Peltuinum è il nome della città romana che sorgeva lungo la via Claudia Nova corrispondente all’attuale località di Civita Ansidonia, tra Prata d’Ansidonia e Castel Nuovo.
L’urbanizzazione sembra risalire all’Età Augustea come testimoniano i monumenti superstiti. Peltuinum non divenne mai municipio ma rimase sempre praefectura, governata da praefecti e da aediles. Il culto principale pare sia stato quello di Venere Felice, amministrato da sacerdotesse e da magistrae.
La città occupava una superficie piuttosto ampia, ed era attraversata da est a ovest dalla via Claudia Nova, che qui corrisponde al tratturo.
Parzialmente si conserva anche la porta occidentale. Essa era parte integrante di un sistema difensivo costituito da tre torrioni, due dei quali a difesa della porta. Degli edifici pubblici si conserva solo il Teatro, che, contrariamente al solito, è collocato fuori le mura ed addossato a queste, sul lato sud. La fase di impianto è sicuramente di Età augustea. E’ nota anche la posizione dell’Anfiteatro, testimoniata dall’affossamento del terreno sul lato nord della città: curiosamente esso era all’interno delle mura.
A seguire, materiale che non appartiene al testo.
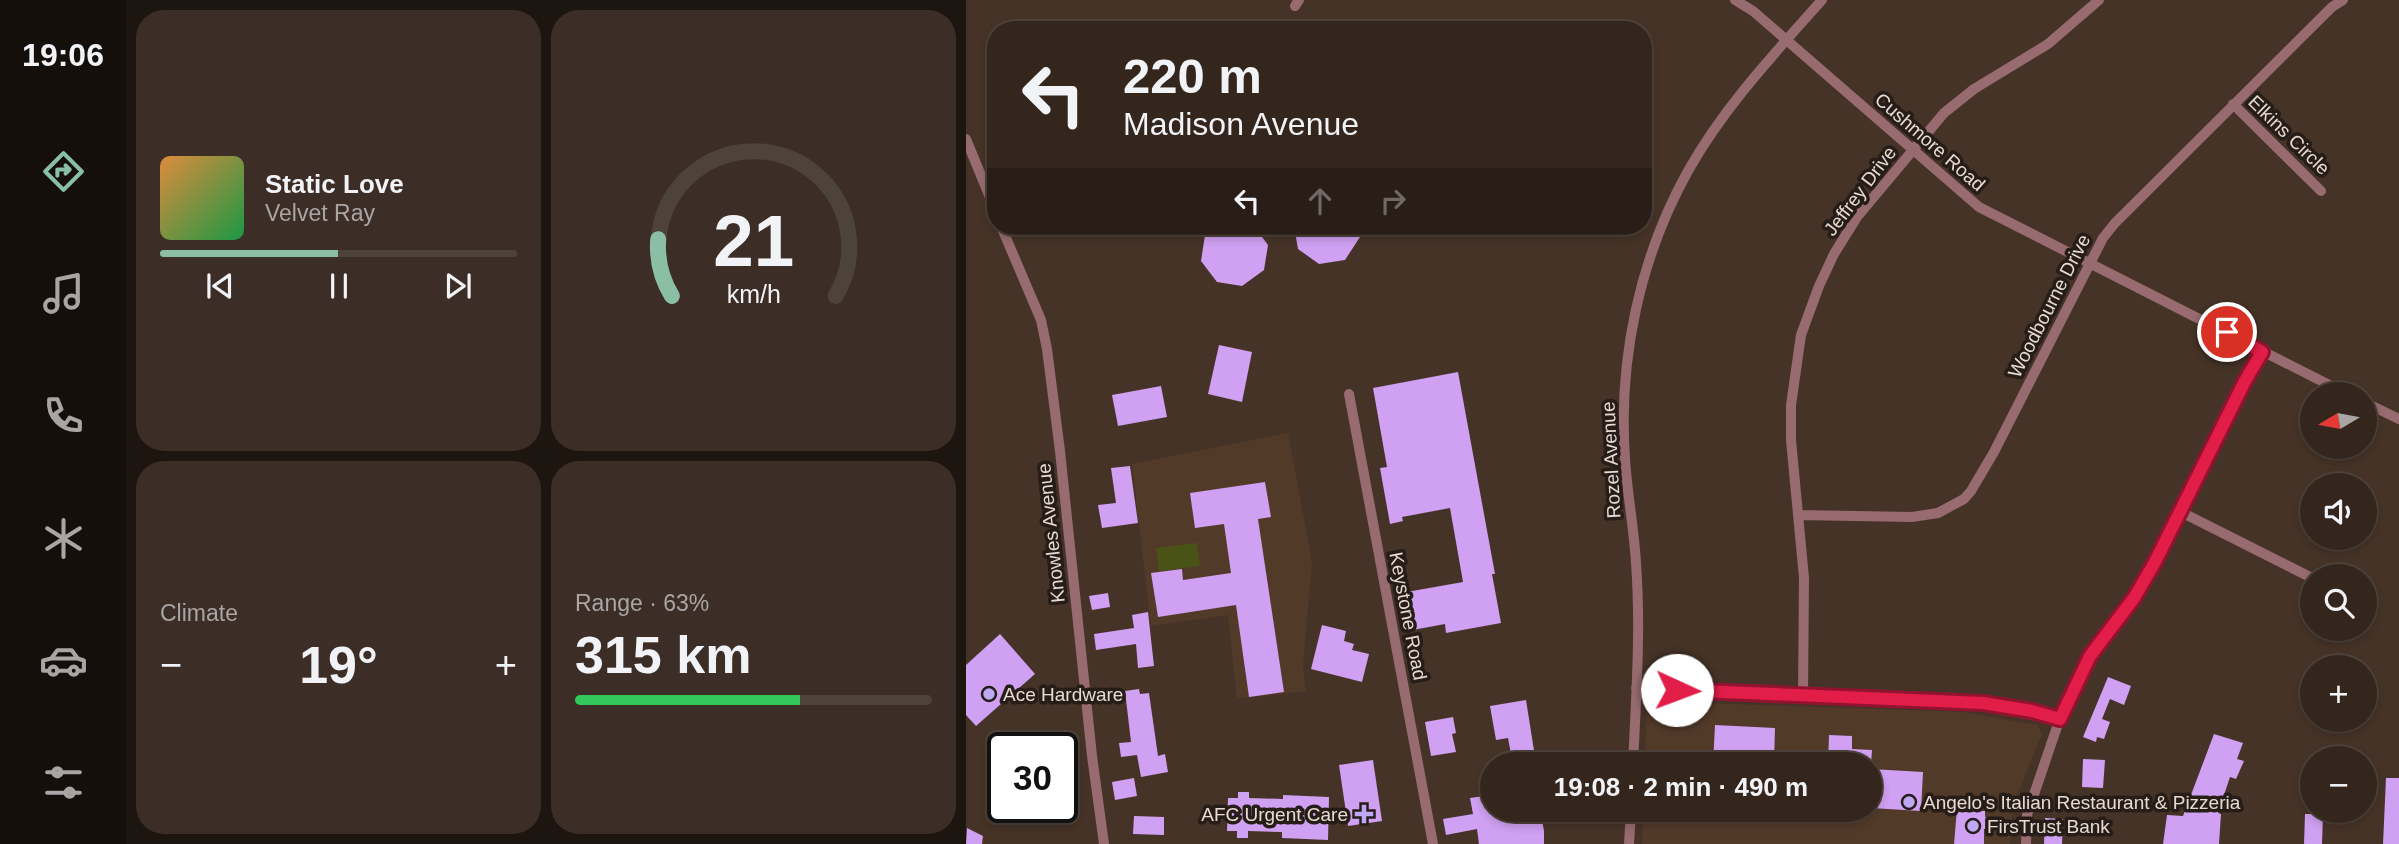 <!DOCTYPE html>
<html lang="en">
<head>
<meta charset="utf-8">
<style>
  :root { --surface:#34261d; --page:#3c2e26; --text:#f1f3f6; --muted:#a9a5a4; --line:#4e433b; --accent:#8abfa5 }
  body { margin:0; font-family:Helvetica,sans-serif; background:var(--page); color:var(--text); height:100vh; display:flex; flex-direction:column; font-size:26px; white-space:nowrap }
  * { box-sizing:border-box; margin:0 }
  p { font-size:23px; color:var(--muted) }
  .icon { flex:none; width:38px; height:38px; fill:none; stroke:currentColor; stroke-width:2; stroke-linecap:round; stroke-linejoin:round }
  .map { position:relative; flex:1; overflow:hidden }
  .panel { display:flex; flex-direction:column; gap:10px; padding:10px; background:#1d1510; width:840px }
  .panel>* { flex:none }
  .hud { position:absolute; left:21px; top:21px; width:665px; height:214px; border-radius:28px; box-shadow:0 4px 10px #0003,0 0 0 2px var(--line); background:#34261d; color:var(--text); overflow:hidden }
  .needle { width:46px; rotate:260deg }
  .controls { position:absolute; left:1334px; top:382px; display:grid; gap:14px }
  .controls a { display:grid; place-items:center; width:77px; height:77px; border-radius:50%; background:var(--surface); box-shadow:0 4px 10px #0003,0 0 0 2px var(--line); font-size:35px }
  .speed { position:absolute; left:21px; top:732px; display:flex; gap:14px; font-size:35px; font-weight:700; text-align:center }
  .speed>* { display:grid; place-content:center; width:91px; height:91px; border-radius:50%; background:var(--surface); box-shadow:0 4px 10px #0003,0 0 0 2px var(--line); line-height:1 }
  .speed .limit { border:4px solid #111; border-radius:10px; background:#fff; color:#111 }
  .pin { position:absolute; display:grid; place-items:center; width:60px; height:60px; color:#fff; margin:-30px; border:4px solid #fff; border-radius:50%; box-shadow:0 2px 7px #0007 }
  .me { position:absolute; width:77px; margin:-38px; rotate:92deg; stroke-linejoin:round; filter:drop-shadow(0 0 5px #0008) }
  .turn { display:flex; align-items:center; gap:24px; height:147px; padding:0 21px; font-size:32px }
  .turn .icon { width:91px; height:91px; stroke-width:2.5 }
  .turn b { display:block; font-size:49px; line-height:60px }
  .lanes { display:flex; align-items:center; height:66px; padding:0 21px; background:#0003; justify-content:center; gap:35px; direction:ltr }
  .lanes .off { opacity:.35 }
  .big { font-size:52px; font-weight:800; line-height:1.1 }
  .panel .tile { flex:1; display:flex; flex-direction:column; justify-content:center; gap:10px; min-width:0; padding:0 24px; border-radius:28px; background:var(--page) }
  .panel .dial { align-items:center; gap:0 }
  .dial svg { height:182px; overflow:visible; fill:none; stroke:var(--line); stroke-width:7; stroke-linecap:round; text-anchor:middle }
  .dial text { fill:var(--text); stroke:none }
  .song { display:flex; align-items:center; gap:21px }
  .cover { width:84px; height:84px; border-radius:10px; background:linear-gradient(135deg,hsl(30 70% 55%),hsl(140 70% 35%)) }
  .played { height:7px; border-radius:4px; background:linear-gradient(90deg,var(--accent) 50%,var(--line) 50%) }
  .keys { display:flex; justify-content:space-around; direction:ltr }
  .heat { display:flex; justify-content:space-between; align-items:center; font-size:38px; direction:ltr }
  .charge { height:10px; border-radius:5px; background:linear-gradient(90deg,#34c759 63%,var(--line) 0) }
  .panel .tiles { flex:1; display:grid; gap:10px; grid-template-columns:repeat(2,1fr) }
  .trip { position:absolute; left:514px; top:752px; width:402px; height:70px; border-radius:35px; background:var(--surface); box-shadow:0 4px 10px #0003,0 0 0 2px var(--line); font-weight:800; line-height:70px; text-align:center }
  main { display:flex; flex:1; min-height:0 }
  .tab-bar { display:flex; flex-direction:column; width:126px; justify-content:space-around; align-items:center; background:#150f0c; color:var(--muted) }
  .tab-bar .icon { width:49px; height:49px }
  .tab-bar .current { color:var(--accent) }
  .tab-bar b { font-size:32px; color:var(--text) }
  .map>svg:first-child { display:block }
</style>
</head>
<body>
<main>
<nav class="tab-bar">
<b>19:06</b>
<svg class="icon current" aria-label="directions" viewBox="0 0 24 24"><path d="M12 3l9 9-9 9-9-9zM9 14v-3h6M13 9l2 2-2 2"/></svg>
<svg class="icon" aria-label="music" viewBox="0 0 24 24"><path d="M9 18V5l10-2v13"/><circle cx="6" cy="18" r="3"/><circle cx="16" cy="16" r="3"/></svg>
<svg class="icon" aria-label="phone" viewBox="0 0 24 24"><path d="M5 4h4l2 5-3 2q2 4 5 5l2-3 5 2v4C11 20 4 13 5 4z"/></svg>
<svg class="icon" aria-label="climate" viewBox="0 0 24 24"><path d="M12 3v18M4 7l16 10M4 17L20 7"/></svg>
<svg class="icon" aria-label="car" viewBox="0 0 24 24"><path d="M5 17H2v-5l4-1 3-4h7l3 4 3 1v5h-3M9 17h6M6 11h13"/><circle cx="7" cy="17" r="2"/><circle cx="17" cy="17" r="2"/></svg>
<svg class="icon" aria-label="filters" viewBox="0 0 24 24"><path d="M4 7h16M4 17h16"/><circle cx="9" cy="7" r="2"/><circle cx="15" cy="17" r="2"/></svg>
</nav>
<section class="panel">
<div class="tiles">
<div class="tile">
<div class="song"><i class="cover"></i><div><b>Static Love</b><p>Velvet Ray</p></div></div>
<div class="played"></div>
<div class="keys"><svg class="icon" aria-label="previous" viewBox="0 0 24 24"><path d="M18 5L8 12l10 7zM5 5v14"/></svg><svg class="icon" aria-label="pause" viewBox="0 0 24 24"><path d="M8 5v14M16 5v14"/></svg><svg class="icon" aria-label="next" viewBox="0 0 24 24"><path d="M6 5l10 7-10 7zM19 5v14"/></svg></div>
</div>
<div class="tile dial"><svg viewBox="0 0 100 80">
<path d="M14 69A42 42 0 1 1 86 69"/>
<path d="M14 69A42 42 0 0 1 8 44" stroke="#8abfa5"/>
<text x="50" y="56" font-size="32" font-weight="700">21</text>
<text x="50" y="72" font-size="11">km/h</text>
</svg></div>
<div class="tile"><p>Climate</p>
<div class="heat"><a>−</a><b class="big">19°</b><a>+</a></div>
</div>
<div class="tile"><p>Range · 63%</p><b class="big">315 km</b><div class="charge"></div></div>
</div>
</section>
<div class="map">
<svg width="1433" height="844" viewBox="0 0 1433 844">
  <rect width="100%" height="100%" fill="#463327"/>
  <path fill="#523a29" d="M 322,433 L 346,562 L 337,667 L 340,691 L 271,699 L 262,615 L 185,626 L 166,464 Z
    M 681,701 L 997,712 L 1071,725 L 1076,734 L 1046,808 L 1044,844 L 676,844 L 677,810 L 905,810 L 905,765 L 679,765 Z"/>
  <path fill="#495315" d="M 231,543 L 234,566 L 193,571 L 190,548 Z"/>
  <path fill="#d0a0f2" d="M 252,226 L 288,226 L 302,245 L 298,270 L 276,286 L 251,282 L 235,261 L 239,235 Z
    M 328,226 L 392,226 L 394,237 L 379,260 L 353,264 L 332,249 Z
    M 253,345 L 286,352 L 276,402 L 242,394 Z
    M 492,372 L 529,574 L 526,574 L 535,623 L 480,633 L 479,624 L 441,631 L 435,593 L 497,582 L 484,508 L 436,517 L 437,521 L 424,524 L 414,468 L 421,467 L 407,388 Z
    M 195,386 L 201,417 L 152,426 L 146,395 Z
    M 164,466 L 172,523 L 136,528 L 132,505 L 150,503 L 145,468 Z
    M 299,482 L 305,517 L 292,519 L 318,692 L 283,697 L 270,605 L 192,617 L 185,573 L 216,569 L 217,580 L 265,573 L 258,524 L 229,528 L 224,493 Z
    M 142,593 L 144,607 L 126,610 L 123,596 Z
    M 182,612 L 188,666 L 172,668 L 170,644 L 130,650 L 128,634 L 168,628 L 166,615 Z
    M 356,625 L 380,631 L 378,641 L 388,644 L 386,650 L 403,654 L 396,682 L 345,669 Z
    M 34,634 L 69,674 L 10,726 L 0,715 L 0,665 Z
    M 1142,677 L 1165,686 L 1158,705 L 1144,699 L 1136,719 L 1144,722 L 1138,739 L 1131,737 L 1130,742 L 1117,737 Z
    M 173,689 L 174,694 L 183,693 L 192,756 L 199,754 L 202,772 L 175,777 L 171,755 L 155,757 L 153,743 L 165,742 L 159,691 Z
    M 560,700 L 570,763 L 547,765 L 542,738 L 530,740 L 524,706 Z
    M 487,717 L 490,733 L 486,734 L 490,752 L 465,756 L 459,722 Z
    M 749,725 L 809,728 L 808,765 L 747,765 Z
    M 1248,734 L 1277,743 L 1271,759 L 1278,761 L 1270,779 L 1264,777 L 1252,813 L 1255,814 L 1253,844 L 1197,844 L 1201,815 L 1217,816 Z
    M 863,735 L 886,736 L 886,749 L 906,750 L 905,765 L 862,765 Z
    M 1117,759 L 1139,760 L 1137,788 L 1116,787 Z
    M 407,760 L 416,821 L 382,826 L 373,765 Z
    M 905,769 L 957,772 L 955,811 L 905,808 Z
    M 168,778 L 171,796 L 149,800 L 146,782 Z
    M 1420,778 L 1433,778 L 1433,844 L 1417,844 Z
    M 272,792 L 283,792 L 283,798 L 317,799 L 317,795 L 363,797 L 362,840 L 316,838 L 316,832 L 282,831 L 282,838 L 271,838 L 271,831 L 261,831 L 262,798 L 272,798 Z
    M 525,795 L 527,810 L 563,810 L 562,816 L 575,814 L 578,831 L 578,844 L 513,844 L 511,829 L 480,835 L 477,819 L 507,814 L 504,798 Z
    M 991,809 L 1019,811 L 1019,817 L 1027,817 L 1027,829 L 1018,829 L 1018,844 L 988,844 Z
    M 1339,814 L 1357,814 L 1356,844 L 1338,844 Z
    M 168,816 L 198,817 L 198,835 L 167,834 Z
    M 1079,818 L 1097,819 L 1096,844 L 1078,844 Z
    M 1,828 L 17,836 L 16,844 L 0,844 Z"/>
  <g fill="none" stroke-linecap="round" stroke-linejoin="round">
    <path stroke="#976b6f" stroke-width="10" d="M 769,0 L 787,11 L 1013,207 L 1381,394
      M 329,6 L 333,0
      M 1267,104 L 1355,191
      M 0,139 L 30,212
      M 35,226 L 75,320 L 81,349 L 94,451 L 126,756 L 138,844
      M 383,394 L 467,844
      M 1398,402 L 1433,419
      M 1215,512 L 1346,578
      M 832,515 L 946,517 L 972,513 L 998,499 L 1005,491 L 1028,452 L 1137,238 L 1149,223 L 1366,7 L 1377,0
      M 670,688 L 1017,703 L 1066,711 L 1094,718
      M 837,695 L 838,578 L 825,440 L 825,405 L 835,335 L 853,286 L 868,254 L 891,217 L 978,113 L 1008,89 L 1082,44 L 1133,0
      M 667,765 C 670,698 675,630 670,563 C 668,528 661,493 659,458 C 652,359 674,257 722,171 C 758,107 808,54 856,0
      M 663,844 L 665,810
      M 1060,844 L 1061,815 L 1094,718 L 1116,670 L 1133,642 L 1168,598 L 1296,352"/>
  </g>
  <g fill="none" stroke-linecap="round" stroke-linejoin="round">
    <defs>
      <path id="route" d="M 711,690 L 1017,703 L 1066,711 L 1094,719 L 1124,656 L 1168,598 L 1189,562 L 1279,381 L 1296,352 L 1261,332"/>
    </defs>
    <use href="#route" stroke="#92132f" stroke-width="18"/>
    <use href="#route" stroke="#e11d48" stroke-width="12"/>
  </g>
  <g fill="#bfa9f4" stroke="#261d18" stroke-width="2.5">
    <circle cx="23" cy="694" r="7"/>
    <circle cx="943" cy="802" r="7"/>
    <path d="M394.5 803.5h7v7h7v7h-7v7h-7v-7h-7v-7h7z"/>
    <circle cx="1007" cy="826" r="7"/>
  </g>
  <g text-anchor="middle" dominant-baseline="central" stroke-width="7" stroke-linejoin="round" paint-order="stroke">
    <g font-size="19" fill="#e6dad2" stroke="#261d18">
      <text transform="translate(1323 135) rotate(44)">Elkins Circle</text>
      <text transform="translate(964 142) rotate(41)">Cushmore Road</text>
      <text transform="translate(894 191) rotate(-53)">Jeffrey Drive</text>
      <text transform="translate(1083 306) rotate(-63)">Woodbourne Drive</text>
      <text transform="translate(645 460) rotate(-93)">Rozel Avenue</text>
      <text transform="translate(85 533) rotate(-96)">Knowles Avenue</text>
      <text transform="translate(442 616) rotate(79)">Keystone Road</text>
    </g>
    <g font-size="19" fill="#e6dad2" stroke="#261d18" text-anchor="start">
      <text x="37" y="694">Ace Hardware</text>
      <text x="957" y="802">Angelo's Italian Restaurant &amp; Pizzeria</text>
      <text x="382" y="814" text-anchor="end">AFC Urgent Care</text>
      <text x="1021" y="826">FirsTrust Bank</text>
    </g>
  </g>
</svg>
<div class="controls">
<a><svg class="needle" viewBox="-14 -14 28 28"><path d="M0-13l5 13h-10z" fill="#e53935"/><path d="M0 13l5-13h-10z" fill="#a9a5a4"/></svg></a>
<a><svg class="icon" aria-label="sound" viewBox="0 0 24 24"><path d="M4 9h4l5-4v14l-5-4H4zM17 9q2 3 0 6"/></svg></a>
<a><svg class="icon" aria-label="search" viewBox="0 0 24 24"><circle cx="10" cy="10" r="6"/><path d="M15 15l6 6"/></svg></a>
<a>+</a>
<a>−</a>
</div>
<div class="speed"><div class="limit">30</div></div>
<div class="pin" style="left:1261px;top:332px;background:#d93025"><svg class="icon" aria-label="arrive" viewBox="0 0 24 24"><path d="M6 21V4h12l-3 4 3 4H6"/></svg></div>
<svg class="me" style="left:711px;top:690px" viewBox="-20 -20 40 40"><circle r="19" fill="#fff"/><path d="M0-13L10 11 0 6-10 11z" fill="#e11d48"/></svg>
<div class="trip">19:08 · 2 min · 490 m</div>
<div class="hud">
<div class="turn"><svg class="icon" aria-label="left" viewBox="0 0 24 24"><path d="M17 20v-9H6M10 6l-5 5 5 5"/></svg><div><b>220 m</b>Madison Avenue</div></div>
<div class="lanes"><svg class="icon" aria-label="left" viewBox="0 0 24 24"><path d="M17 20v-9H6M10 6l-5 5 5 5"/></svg><svg class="icon off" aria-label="ahead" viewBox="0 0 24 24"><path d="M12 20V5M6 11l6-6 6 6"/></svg><svg class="icon off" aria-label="right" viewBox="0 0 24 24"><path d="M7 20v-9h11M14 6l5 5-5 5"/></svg></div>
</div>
</div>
</main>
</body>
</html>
E’ stato possibile individuare anche la collocazione di un Tempio di ordine corinzio orientato in direzione nord, con la pavimentazione a formelle quadrate marmoree ed il basamento per la statua di culto. Sono stati riconosciuti due livelli pavimentali di cui restano tracce di mosaico. Sono stati messi in luce due impianti di case del tipo domus, utilizzate in maniera continuativa per lungo tempo. Lungo la viabilità principale ed in zone interne strutturate a cortile erano presenti delle botteghe. Dei grandi sepolcri, che dovevano affiancare la via Claudia Nova esternamente alla città, è ancora conservato un grande nucleo di monumento funerario fuori della porta occidentale. La città romana sopravvisse fino al V sec. Ma possiamo affermare con certezza che ancora nel 1600 compariva in parte abitata e, dalle ultime ricerche, che il sito antico fu utilizzato almeno fino al XVII secolo.